My articles in 2009 are focused on pH and wireless measurement and control. Not listed below is an article planned for later this year on the use of wireless pH for inferential measurement of solvent concentration at the University Texas Research Campus pilot plant for carbon dioxide capture.
“Virtual Plant Provides Real Insights“, Chemical Processing, Jan, 2009
(1) Modeling and control in a virtual plant showed that the size of the neutralization vessels could be reduced from 40,000 to 10,000 gallons reducing the project capital costs by more than $500K for a strong acid and base system. The virtual plant was also able to detail mixing, reagent injection, and valve requirements
(2) Translation of the controlled variable from pH to percent reagent demand (X axis of the titration curve), provided faster recovery from upsets.
(3) It was expected that the resolution of the reagent valves needed to be exceptional. It was surprising how important resolution was for the feed valves. What would be normally considered a good resolution for the feed valves caused excessive deviations in the vessel pH. Stick-slip in the feed valves showed up as short term deviation rather than a limit cycle in the pH because of the feedback correction by the pH loop
(4) Innovative Methods of continuous and semi-batch mode offered maximum operational flexibility.

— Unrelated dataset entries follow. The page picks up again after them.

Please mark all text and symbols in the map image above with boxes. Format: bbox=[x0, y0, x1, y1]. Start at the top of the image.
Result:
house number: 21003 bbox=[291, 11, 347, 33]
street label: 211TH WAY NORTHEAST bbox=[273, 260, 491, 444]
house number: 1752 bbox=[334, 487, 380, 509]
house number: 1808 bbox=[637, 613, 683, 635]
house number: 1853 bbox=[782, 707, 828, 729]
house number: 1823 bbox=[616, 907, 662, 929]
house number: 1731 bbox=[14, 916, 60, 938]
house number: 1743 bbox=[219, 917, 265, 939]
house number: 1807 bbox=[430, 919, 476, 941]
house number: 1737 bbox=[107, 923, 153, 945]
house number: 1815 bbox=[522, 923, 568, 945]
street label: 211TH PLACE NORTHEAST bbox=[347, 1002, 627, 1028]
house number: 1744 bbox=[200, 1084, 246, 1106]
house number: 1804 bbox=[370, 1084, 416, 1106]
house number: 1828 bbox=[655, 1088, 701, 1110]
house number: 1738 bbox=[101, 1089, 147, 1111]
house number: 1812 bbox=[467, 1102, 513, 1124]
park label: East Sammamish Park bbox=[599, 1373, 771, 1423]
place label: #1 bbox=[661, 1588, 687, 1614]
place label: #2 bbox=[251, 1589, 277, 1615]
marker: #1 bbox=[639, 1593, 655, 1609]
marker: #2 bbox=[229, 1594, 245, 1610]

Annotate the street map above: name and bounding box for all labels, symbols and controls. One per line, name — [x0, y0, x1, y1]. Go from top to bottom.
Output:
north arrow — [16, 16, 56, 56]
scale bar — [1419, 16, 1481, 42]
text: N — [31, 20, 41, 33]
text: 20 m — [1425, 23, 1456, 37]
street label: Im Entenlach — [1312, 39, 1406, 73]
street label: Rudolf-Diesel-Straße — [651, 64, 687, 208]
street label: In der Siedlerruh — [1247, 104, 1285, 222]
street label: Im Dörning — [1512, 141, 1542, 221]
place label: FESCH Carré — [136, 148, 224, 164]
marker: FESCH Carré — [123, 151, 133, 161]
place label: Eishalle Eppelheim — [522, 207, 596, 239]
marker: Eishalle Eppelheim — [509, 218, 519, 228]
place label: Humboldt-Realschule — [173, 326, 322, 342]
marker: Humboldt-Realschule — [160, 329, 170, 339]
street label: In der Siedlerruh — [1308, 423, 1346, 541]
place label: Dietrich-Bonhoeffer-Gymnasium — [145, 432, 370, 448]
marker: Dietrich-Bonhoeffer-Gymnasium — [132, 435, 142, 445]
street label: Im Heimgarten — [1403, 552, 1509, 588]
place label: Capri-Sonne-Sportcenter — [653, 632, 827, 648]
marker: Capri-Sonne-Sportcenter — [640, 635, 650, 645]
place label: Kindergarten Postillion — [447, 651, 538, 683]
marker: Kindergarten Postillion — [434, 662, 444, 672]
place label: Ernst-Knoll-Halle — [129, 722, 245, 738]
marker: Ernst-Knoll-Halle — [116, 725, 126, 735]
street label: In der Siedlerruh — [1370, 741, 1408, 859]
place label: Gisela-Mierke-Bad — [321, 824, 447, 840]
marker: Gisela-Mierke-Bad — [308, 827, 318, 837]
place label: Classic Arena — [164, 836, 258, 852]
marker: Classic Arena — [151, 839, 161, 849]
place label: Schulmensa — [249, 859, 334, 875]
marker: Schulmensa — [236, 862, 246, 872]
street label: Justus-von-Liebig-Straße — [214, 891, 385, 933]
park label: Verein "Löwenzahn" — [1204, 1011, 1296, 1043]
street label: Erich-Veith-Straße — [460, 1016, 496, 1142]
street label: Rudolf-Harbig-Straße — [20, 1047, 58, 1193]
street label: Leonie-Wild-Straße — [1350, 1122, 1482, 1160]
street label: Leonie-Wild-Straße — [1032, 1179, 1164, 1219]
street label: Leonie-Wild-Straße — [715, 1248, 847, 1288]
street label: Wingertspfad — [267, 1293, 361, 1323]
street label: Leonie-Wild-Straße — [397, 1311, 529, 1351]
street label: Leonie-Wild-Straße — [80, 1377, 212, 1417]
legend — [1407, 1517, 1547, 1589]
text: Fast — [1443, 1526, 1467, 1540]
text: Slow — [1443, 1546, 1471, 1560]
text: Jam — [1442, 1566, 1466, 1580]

“Is Wireless Process Control Ready for Prime Time“, Control, May, 2009
My time in spent building and starting up chemical plants, working in process labs, and dealing with pH measurement noise gave me a greater appreciation for the significance of being able to eliminate instrument wiring. This article offers my take on the value wireless and shows incredibly tight wireless bioreactor pH control. Some biopharmaceutical processes require control within 0.02 pH of set point for optimum operation. The pH control demonstrated in this wireless pH test on a bioreactor with a disposable liner (single-use-bioreactor) was an order of magnitude better than required, the tightest pH control I have ever seen. Most of the credit goes to new wireless PID algorithm and the exceptional capability of the pH electrode and wireless pH transmitter. Finally, the wireless measurement did not have the spikes exhibited by the wired pH transmitter from ground noise, showing that wireless can eliminate a significant source of noise.
“The Essentials of pH Measurement Design, Installation, Maintenance, and Improvement“, ISA 55th International Instrumentation Symposium, League City, 2009
This paper is a chapter out of “The Essential Book” scheduled to be published in time for ISA Expo 2009 in Houston.